To get started: (i) Clear the workspace, (ii) Load the
PoEdata, and (iii) Import the cps dataset. The
description of all the variables contained in the cps
dataset can be found at the following website: http://www.principlesofeconometrics.com/poe4/data/def/cps.def
# Tell R to clear the workspace
rm(list = ls())
# Tell R to load the PoEdata library
cps_url <- "https://raw.githubusercontent.com/ccolonescu/PoEdata/master/data/cps.rda"
load(url(cps_url))
(25 pts) Consider a basic model in which we regress wages on education in a model \[{\rm wage} = \beta_1 + \beta_2\text{educ} + \epsilon.\]

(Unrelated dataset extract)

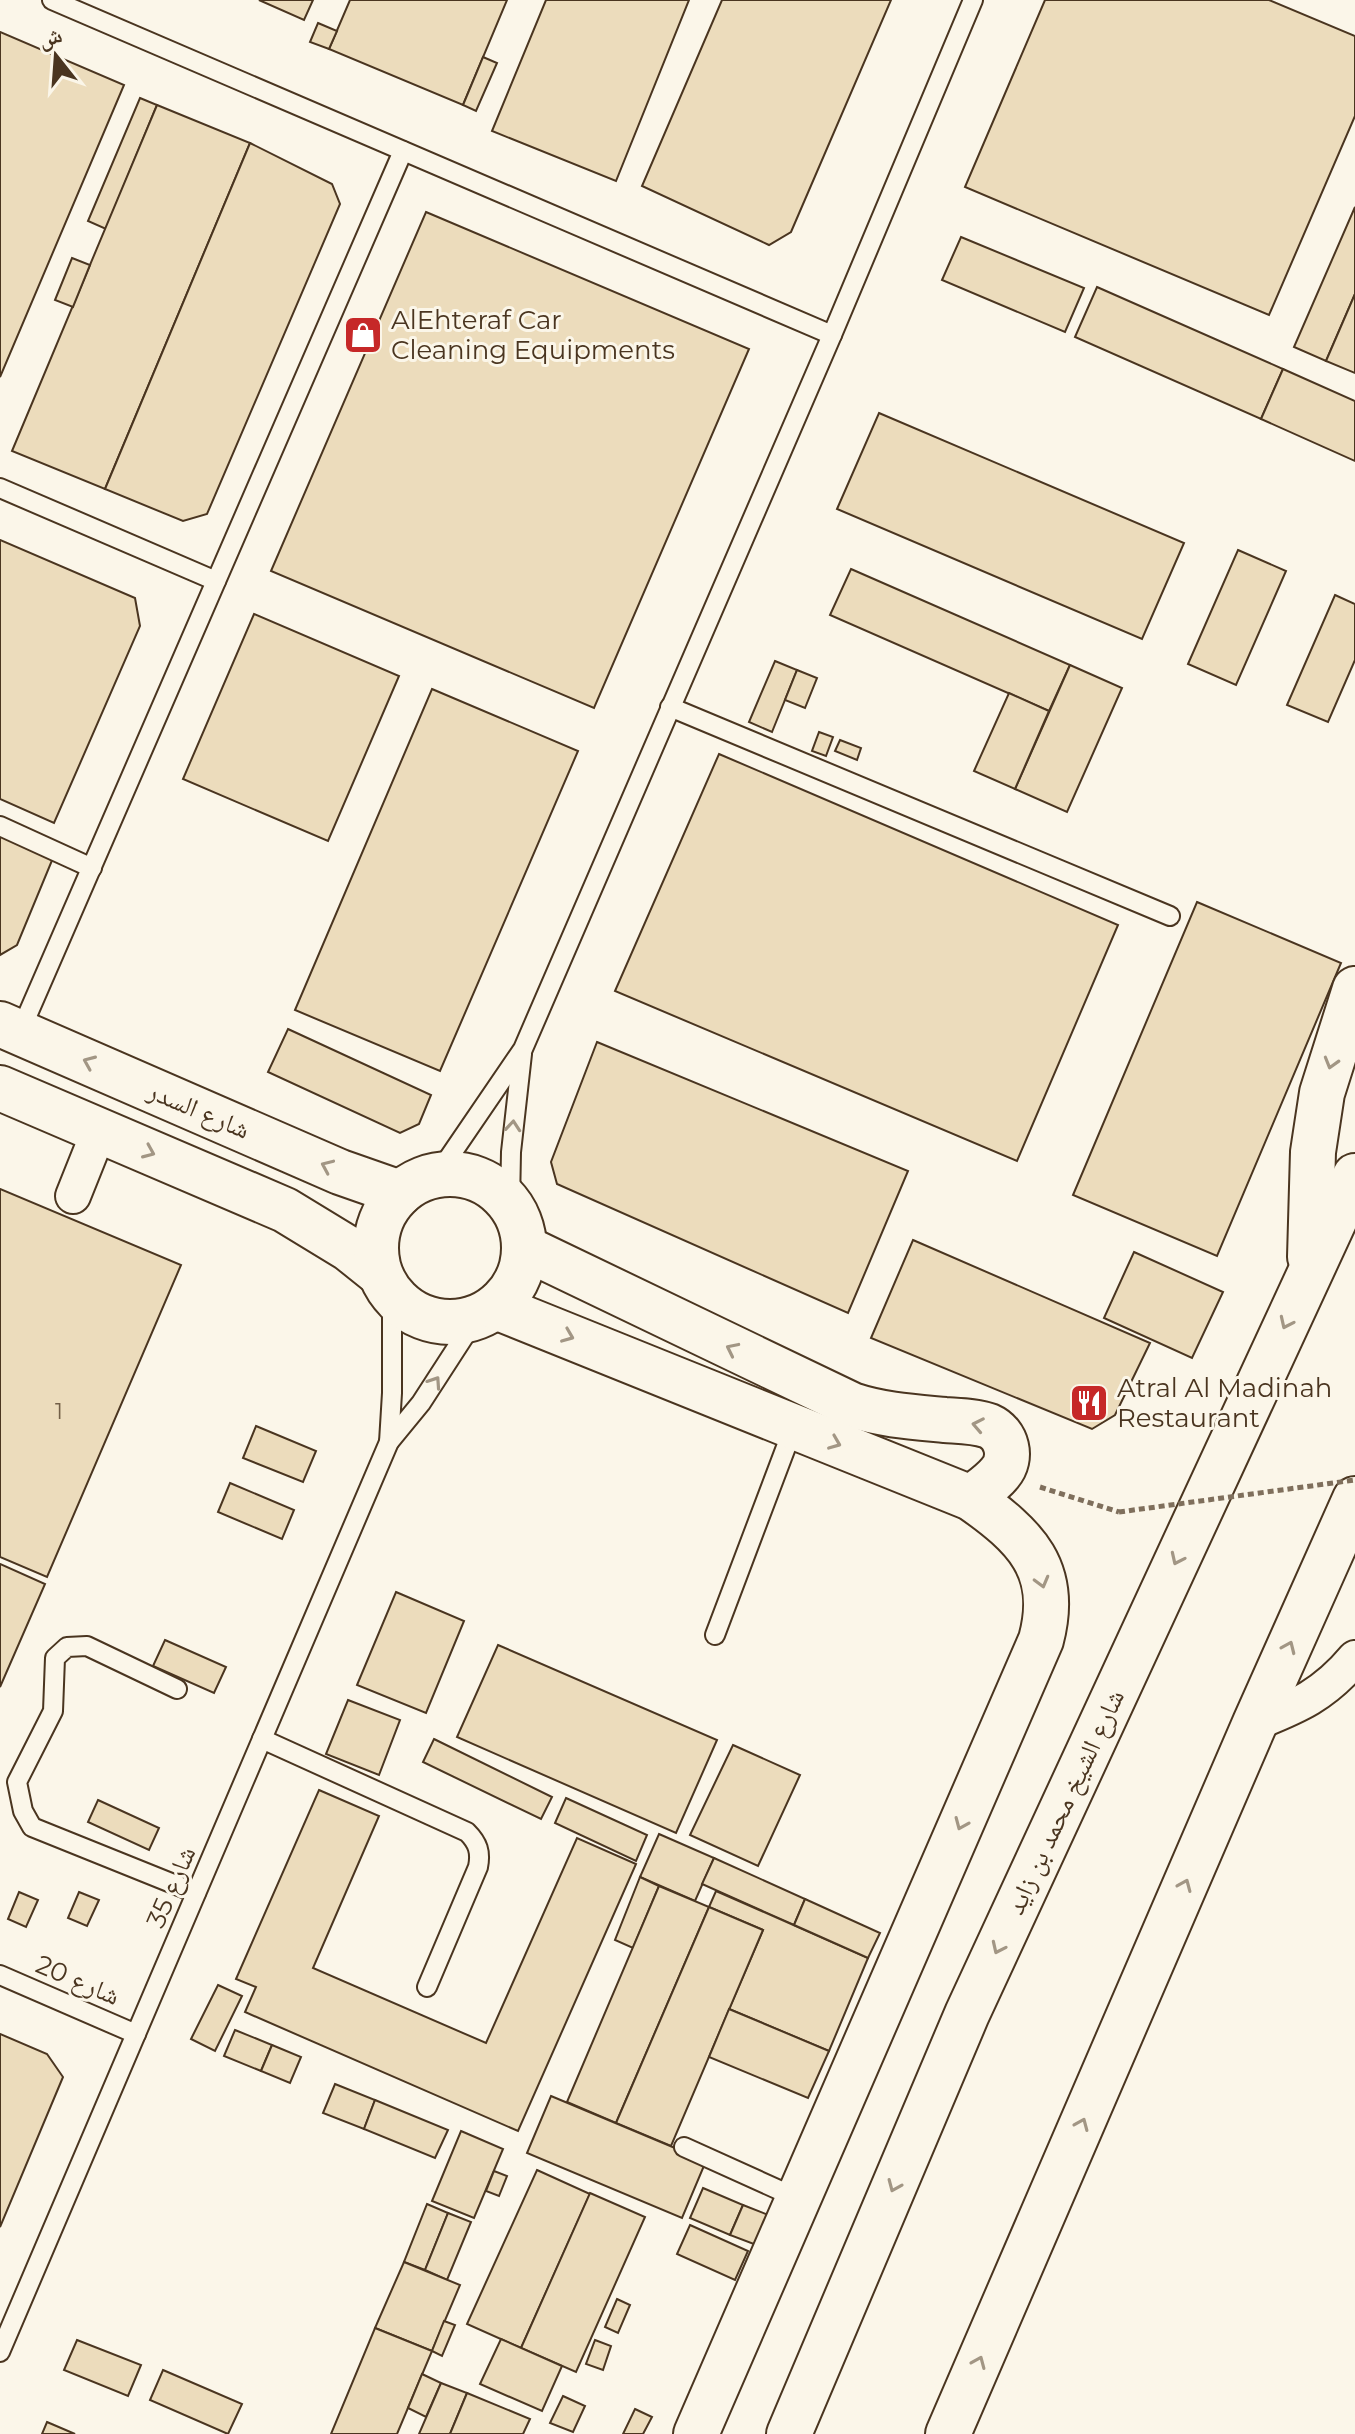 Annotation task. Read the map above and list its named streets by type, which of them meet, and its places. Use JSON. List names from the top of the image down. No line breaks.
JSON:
{"streets":{"main road":["شارع السدر","شارع الشيخ محمد بن زايد"],"lane":["شارع 35","شارع 20"]},"crossings":[["شارع السدر","شارع 35"],["شارع 35","شارع 20"]],"places":{"shop":["AlEhteraf Car Cleaning Equipments"],"restaurant":["Atral Al Madinah Restaurant"]},"house_numbers":["1"],"north":"top"}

**+ What is the description of the variable wage in the
data? “wage” is the earnings per hour
**+ What is the description of the variable educ? “educ”
is the years of education
##
## Call:
## lm(formula = wage ~ educ, data = cps)
##
## Residuals:
## Min 1Q Median 3Q Max
## -14.282 -3.728 -1.188 2.382 63.088
##
## Coefficients:
## Estimate Std. Error t value Pr(>|t|)
## (Intercept) -5.20260 0.46549 -11.18 <2e-16 ***
## educ 1.15692 0.03446 33.58 <2e-16 ***
## ---
## Signif. codes: 0 '***' 0.001 '**' 0.01 '*' 0.05 '.' 0.1 ' ' 1
##
## Residual standard error: 5.585 on 4731 degrees of freedom
## Multiple R-squared: 0.1924, Adjusted R-squared: 0.1923
## F-statistic: 1127 on 1 and 4731 DF, p-value: < 2.2e-16
(25 pts) We want to examine whether expected wages depend on
education in a different manner for men and women. To this end, let
female = 1 for women, female = 0 otherwise,
and consider the model: \[{\rm wage} =
\beta_1 + \delta_1 \text{female} + \beta_2 \text{educ} + \delta_2
\text{female}\times \text{educ} + \epsilon\]
**+ What are the linear regression estimates for \(\delta_1\) and \(\delta_2\)? What do these estimates say about the differences in how expected wage conditional on education evolve differently for men and women?
_1 is -3.311 and _2 is 0.061. These estimates say that at zero years of education, women earn around $3.31 less per hour than men. For each additional year of education, it increases a women’s expected wage by about $0.06 more per hour than men. This shrinks the gender gap and allows for women to earn more than men, with higher education.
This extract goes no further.